:: Data supplied ::

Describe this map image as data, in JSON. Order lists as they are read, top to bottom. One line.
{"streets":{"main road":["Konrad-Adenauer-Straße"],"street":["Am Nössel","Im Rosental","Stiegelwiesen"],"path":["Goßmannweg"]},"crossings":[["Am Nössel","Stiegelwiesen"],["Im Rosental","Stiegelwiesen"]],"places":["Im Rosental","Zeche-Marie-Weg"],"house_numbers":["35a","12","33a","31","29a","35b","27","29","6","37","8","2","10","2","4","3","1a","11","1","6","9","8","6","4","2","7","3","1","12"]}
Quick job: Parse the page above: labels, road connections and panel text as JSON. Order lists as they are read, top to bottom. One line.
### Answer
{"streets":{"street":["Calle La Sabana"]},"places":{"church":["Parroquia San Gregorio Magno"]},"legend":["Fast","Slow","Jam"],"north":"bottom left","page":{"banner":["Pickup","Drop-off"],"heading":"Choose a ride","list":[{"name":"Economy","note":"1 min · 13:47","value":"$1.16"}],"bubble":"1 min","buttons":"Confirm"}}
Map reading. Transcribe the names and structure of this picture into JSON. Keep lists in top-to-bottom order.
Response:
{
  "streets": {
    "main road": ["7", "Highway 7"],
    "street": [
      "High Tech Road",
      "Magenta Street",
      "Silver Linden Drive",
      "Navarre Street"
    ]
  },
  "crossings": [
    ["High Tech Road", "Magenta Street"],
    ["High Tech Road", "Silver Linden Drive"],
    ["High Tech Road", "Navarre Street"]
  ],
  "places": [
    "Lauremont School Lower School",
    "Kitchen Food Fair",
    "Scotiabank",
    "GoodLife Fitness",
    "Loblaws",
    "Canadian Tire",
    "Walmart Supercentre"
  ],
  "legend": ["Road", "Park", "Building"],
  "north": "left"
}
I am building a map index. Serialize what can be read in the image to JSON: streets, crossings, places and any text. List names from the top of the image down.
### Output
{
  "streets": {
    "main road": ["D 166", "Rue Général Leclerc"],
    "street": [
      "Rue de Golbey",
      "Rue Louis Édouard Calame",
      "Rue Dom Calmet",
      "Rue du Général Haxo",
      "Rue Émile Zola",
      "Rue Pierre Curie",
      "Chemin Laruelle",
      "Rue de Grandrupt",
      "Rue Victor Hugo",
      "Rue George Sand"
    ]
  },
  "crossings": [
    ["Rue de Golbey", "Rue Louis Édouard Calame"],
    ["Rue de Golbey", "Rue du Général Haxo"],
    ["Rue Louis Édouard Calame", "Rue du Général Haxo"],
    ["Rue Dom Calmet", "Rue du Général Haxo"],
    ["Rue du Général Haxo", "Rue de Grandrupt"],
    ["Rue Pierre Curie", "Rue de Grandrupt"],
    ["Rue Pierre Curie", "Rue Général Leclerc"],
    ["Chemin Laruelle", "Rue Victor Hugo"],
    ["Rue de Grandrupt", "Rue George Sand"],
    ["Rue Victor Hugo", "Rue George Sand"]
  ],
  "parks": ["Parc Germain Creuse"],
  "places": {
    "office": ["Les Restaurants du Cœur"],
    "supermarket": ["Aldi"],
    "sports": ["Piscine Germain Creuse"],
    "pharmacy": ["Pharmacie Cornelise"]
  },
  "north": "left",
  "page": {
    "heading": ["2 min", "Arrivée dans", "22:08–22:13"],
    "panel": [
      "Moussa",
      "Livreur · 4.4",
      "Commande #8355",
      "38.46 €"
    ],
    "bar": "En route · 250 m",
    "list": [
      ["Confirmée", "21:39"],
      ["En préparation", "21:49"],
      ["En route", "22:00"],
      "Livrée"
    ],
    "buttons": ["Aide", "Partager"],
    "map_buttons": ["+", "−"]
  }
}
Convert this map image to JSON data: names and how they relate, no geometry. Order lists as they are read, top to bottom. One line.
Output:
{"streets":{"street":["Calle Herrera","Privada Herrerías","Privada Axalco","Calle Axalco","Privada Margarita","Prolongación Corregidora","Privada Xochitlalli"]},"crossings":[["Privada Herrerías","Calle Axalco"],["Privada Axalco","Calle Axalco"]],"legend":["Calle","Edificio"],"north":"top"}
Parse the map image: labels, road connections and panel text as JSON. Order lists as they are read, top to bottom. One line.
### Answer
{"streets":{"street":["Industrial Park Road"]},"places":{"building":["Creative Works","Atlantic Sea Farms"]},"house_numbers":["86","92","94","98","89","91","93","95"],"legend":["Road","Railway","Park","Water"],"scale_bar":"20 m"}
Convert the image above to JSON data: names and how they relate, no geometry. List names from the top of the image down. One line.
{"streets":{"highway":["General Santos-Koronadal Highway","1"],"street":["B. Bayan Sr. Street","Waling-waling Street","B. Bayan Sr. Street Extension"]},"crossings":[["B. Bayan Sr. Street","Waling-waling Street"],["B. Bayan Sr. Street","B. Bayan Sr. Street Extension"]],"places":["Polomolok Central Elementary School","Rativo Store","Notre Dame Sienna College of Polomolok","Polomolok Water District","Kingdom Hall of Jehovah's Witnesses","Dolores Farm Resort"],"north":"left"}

:::

● What the task requires
When a line among the entries contains "connections", pull that line out.

● Answer space
Quick job: Parse the page above: labels, road connections and panel text as JSON. Order lists as they are read, top to bottom. One line.
Parse the map image: labels, road connections and panel text as JSON. Order lists as they are read, top to bottom. One line.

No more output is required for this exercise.